(To do):
For the records below, output every line from the one holding "fillPath(building, '#423a81');" through the final line, unaltered, and no other lines.

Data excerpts
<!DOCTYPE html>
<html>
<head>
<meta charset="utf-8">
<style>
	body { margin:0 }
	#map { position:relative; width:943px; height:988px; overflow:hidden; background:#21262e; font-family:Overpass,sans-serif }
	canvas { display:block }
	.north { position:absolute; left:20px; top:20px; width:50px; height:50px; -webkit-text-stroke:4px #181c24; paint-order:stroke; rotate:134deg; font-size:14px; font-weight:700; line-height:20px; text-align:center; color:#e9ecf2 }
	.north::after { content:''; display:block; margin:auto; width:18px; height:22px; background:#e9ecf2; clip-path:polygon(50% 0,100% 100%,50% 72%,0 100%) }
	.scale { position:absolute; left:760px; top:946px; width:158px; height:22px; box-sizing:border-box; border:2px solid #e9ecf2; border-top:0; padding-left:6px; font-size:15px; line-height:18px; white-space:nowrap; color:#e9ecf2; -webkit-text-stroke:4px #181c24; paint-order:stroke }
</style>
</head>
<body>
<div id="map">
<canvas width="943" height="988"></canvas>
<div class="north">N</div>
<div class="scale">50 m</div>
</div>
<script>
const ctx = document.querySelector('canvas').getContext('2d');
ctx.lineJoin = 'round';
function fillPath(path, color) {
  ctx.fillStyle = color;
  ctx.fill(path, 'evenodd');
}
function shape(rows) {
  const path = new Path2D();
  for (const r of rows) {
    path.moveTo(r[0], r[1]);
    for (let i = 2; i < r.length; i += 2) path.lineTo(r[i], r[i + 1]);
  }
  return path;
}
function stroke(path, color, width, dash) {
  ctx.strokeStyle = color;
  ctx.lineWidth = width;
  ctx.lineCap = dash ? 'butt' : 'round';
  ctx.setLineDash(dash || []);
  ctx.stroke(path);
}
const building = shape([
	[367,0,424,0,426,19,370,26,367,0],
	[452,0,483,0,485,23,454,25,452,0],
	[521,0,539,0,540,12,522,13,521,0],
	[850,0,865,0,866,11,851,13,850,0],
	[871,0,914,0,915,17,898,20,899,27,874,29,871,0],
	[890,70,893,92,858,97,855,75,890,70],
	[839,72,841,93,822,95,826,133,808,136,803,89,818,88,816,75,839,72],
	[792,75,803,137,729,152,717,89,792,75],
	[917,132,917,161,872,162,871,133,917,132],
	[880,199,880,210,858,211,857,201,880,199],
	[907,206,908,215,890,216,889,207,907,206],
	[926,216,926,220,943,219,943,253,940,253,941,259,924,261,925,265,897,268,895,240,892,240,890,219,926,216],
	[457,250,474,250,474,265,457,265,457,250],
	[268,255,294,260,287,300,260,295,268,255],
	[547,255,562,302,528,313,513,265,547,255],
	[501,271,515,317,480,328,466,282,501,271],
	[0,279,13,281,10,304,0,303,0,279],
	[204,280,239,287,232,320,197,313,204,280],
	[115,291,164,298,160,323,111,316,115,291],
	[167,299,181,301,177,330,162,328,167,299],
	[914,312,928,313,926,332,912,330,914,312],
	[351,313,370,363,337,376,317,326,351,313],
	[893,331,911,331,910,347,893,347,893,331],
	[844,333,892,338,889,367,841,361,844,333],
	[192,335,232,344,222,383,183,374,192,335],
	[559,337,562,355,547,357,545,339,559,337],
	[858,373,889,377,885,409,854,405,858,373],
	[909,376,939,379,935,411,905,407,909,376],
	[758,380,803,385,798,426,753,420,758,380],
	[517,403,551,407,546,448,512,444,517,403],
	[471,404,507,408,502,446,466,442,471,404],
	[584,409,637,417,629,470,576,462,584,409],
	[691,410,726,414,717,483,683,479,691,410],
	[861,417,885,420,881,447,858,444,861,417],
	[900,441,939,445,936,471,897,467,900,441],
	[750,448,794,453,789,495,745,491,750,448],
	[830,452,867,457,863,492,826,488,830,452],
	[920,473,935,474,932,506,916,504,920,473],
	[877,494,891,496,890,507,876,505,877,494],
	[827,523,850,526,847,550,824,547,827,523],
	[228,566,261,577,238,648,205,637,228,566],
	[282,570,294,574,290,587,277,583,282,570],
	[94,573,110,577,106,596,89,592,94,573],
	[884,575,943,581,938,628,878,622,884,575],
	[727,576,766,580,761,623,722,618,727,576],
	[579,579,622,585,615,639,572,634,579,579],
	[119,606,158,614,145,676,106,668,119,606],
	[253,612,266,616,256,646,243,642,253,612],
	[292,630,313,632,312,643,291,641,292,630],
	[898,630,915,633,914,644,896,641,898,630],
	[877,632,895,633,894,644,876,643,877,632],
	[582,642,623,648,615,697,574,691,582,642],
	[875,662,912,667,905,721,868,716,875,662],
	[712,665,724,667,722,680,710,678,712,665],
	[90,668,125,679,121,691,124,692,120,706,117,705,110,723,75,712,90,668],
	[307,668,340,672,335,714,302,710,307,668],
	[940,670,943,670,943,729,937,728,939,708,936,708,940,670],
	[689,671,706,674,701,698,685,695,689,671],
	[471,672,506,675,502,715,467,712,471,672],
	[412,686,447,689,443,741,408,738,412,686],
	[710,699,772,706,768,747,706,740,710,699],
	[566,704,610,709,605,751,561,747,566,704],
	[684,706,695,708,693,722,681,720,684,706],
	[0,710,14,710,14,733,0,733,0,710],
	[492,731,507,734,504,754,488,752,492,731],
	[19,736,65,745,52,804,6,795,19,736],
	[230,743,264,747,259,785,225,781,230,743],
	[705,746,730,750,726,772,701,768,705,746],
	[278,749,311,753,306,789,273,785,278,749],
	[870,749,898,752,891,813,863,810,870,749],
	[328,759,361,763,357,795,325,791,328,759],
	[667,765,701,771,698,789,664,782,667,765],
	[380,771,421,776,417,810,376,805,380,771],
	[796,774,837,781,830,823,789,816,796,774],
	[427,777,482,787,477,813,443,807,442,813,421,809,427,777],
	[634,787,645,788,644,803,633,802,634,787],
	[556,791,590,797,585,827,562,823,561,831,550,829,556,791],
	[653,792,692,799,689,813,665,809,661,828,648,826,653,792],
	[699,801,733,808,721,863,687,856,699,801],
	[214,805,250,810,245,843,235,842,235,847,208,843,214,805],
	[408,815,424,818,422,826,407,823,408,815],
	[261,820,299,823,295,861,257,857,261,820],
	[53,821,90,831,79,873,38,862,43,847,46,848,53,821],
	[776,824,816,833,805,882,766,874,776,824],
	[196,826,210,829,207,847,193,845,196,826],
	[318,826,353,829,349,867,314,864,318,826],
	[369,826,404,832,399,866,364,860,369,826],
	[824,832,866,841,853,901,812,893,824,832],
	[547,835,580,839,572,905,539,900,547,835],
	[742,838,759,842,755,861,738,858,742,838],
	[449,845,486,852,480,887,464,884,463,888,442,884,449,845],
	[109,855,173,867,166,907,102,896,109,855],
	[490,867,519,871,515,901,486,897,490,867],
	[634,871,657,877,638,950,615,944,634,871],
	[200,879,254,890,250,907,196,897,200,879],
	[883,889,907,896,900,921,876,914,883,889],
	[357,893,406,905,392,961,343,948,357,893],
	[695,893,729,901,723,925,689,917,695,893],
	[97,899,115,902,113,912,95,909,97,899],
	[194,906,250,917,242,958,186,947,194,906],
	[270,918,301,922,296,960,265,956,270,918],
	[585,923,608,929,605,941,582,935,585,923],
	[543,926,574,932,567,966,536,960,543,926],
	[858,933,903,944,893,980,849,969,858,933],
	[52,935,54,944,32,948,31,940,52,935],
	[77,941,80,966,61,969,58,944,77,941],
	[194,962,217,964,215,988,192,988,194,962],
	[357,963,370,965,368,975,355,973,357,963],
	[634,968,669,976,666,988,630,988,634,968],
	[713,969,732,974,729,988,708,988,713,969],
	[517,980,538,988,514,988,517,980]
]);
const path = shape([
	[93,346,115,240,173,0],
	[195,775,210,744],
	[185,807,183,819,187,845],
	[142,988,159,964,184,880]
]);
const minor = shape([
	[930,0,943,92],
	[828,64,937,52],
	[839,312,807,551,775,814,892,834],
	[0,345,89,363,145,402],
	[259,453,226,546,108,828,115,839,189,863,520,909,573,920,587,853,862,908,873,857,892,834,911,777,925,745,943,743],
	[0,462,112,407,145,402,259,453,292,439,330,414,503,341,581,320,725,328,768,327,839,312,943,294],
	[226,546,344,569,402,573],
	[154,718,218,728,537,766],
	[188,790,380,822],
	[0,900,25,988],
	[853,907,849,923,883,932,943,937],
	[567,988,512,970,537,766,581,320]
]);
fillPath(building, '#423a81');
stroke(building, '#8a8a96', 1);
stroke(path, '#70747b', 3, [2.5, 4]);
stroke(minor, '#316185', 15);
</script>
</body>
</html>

(Response):
fillPath(building, '#423a81');
stroke(building, '#8a8a96', 1);
stroke(path, '#70747b', 3, [2.5, 4]);
stroke(minor, '#316185', 15);
</script>
</body>
</html>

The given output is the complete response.